Le Vice-Premier ministre et ministre de l’Économie nationale, Daniel Mukoko Samba, a achevé mardi 23 juin sa mission économique dans la province de la Tshuapa par une étape dans le territoire de Bokungu, où il a multiplié les échanges avec les acteurs locaux et évalué plusieurs projets et infrastructures.
Après avoir quitté Boende pour rejoindre Bokungu à bord d’un canot rapide au terme de près de onze heures de trajet, le membre du gouvernement a pu mesurer les difficultés de mobilité auxquelles sont confrontées les populations de cette partie de la province. L’état de dégradation avancée de la Route nationale n°8 (RN8) ainsi que la baisse du trafic observée illustrent, selon les constats effectués sur place, l’isolement progressif de plusieurs territoires de la Tshuapa.
Cette mission a permis de mettre en lumière les difficultés économiques auxquelles fait face Bokungu. Autrefois intégré aux circuits commerciaux reliant notamment Mbandaka et Kinshasa grâce à la production de café robusta, de cacao, de palmier à huile, de manioc, de maïs et de produits forestiers, le territoire peine aujourd’hui à maintenir sa place dans les échanges régionaux.
La dégradation des infrastructures de transport, le recul de la navigation régulière, la disparition de plusieurs ports secondaires ainsi que l’augmentation des coûts logistiques ont fortement réduit la compétitivité des producteurs locaux.
Pour Daniel Mukoko Samba, la priorité consiste désormais à réduire les coûts de transport afin de reconnecter les territoires enclavés à l’économie nationale.

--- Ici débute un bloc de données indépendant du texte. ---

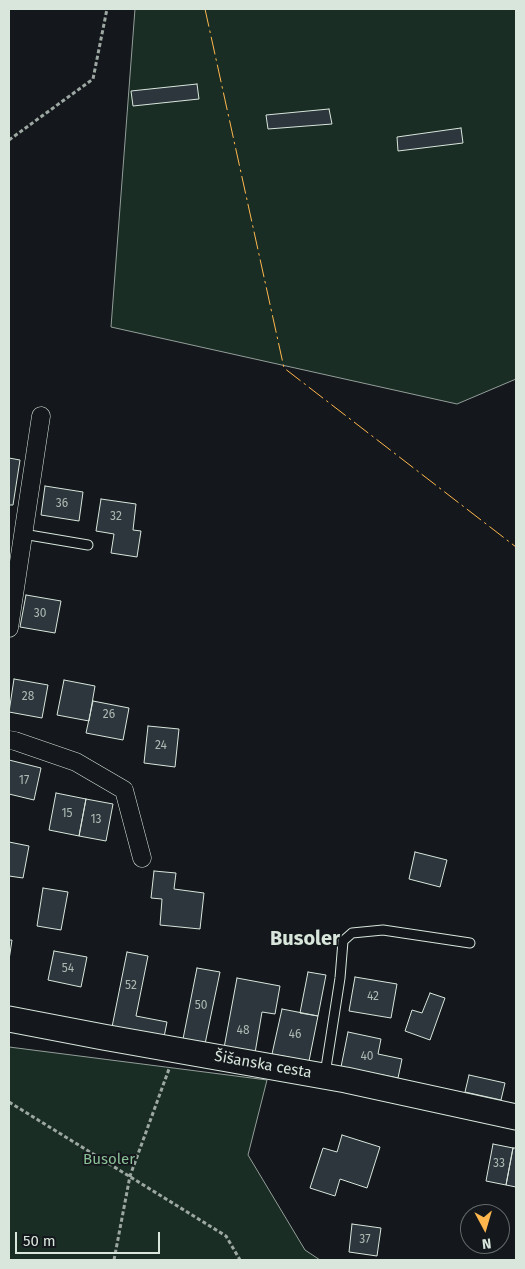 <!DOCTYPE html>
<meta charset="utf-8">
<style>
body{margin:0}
#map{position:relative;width:525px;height:1269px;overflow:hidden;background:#14181c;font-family:"Fira Sans",sans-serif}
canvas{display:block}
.frame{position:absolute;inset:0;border:10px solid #d8e6dc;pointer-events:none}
.north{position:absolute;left:460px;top:1204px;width:50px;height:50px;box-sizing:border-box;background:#14181c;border:1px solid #626a69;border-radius:50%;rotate:174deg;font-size:14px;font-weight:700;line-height:20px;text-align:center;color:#d8e6dc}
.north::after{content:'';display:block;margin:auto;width:18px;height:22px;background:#ffb74d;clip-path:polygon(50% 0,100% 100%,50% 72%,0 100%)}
.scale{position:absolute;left:15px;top:1232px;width:145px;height:22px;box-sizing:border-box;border:2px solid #d8e6dc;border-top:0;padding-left:6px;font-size:15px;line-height:18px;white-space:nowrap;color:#d8e6dc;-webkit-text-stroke:4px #14181c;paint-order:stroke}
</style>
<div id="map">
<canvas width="525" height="1269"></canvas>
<div class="frame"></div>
<div class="north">N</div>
<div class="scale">50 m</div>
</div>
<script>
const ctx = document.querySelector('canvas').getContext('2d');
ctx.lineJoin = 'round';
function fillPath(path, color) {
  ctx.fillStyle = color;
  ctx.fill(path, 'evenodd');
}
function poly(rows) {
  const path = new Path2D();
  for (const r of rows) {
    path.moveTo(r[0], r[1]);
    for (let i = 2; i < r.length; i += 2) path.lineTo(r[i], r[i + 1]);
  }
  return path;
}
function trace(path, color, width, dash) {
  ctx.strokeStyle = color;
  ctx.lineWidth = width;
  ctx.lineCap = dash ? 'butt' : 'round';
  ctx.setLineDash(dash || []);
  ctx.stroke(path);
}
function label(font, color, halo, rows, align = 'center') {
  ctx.font = font + ' "Fira Sans",sans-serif';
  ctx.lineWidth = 4;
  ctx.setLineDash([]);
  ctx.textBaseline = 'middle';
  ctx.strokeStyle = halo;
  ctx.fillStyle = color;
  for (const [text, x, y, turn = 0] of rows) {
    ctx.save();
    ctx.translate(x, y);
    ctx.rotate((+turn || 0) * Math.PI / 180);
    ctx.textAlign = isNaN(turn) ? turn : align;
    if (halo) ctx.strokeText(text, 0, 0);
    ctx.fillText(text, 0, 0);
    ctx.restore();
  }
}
const green = poly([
 [135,9,516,9,516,379,457,404,111,327,135,9],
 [9,1047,267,1080,248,1155,305,1250,320,1260,9,1260,9,1047]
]);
const building = poly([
 [197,84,199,99,133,106,131,91,197,84],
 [329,109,332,124,268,129,266,115,329,109],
 [461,128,463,143,398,151,397,137,461,128],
 [9,458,20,460,13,505,9,505,9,458],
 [45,486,83,492,79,521,41,515,45,486],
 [101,499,136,504,133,530,141,531,137,557,111,553,114,534,96,531,101,499],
 [26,595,61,601,55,633,20,627,26,595],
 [14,679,48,685,42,718,9,712,14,679],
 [64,680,95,686,89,721,57,715,64,680],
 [93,701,129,708,123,740,86,733,93,701],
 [148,726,179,729,175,767,144,763,148,726],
 [9,760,41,768,34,800,9,794,9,760],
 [56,793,86,799,79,836,49,830,56,793],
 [86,799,113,804,106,841,79,836,86,799],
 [9,842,29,846,23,878,9,876,9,842],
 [415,852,447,860,440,887,409,879,415,852],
 [154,871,176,873,174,889,204,893,200,929,160,925,162,899,151,898,154,871],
 [43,888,68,892,61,930,37,926,43,888],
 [9,940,12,940,9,960,9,940],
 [54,951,87,957,81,987,48,980,54,951],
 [127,952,148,956,136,1016,167,1022,164,1037,112,1027,127,952],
 [197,968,220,972,205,1044,183,1039,197,968],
 [308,972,326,975,318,1016,300,1013,308,972],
 [355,977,397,984,391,1018,349,1011,355,977],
 [237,978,280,986,275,1014,262,1012,255,1053,224,1048,237,978],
 [430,993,445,998,430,1040,405,1031,412,1010,422,1013,430,993],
 [282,1009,318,1016,309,1061,272,1054,282,1009],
 [348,1032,381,1039,378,1054,402,1059,398,1078,341,1067,348,1032],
 [469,1075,505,1083,501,1100,465,1092,469,1075],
 [342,1135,380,1147,367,1188,340,1179,335,1196,310,1188,323,1148,337,1152,342,1135],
 [493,1144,513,1148,506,1185,486,1181,493,1144],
 [513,1148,516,1148,516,1187,506,1185,513,1148],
 [352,1224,381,1228,377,1256,349,1252,352,1224]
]);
const path = poly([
 [9,140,93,79,107,9],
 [9,1102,226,1236,240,1260],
 [114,1260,130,1176,169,1069]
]);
const service = poly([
 [23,534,88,545],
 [325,1074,340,978,343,941,352,933,383,930,470,943]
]);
const minor = poly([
 [9,628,41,416],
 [9,740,15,741,76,762,124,790,142,858]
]);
const secondary = poly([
 [9,1019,103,1037,346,1080,516,1117]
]);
const power = poly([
 [205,9,284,368,516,547]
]);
const numberNames = [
 ["36",62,504],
 ["32",116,517],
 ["30",40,614],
 ["28",28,697],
 ["26",109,715],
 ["24",161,746],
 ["17",24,781],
 ["15",67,814],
 ["13",96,820],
 ["54",68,969],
 ["52",131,986],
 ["42",373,997],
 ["50",201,1006],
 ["48",243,1031],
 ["46",295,1035],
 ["40",367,1057],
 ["33",499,1164],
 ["37",365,1240]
];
const streetNames = [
 ["Šišanska cesta",263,1065,10]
];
const parkNames = [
 ["Busoler",109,1160]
];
const districtNames = [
 ["Busoler",305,939]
];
fillPath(green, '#1a2d24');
trace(green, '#939e99', 1);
fillPath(building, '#2c363c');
trace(building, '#d8e6dc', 1);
trace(service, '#d8e6dc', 11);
trace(minor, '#d8e6dc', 19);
trace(secondary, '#d8e6dc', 27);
trace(path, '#9da8a2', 3, [4, 2.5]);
trace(service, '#14181c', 9);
trace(minor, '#14181c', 18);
trace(secondary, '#14181c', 25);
trace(power, '#ffb74d', 1, [18, 4, 2.5, 4]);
label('12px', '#adbab4', null, numberNames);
label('15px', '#d8e6dc', '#14181c', streetNames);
label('15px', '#8ac095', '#14181c', parkNames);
label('bold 20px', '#d8e6dc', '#14181c', districtNames);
</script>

« Pour reconnecter Bokungu, Monkoto, Boende, Befale, Ikela et les autres territoires enclavés à l’économie nationale, il faut d’abord réduire le coût du déplacement des personnes et des marchandises », a déclaré le ministre de l’Économie nationale.
Selon lui, les producteurs locaux supportent aujourd’hui des charges particulièrement élevées liées à la dégradation des routes de desserte agricole, à l’insuffisance de la desserte fluviale, aux ruptures de charge, au coût du carburant, à la maintenance ainsi qu’à divers prélèvements informels.

« Sans une réduction substantielle des coûts logistiques, aucune relance durable de la production locale ne sera possible », a-t-il insisté.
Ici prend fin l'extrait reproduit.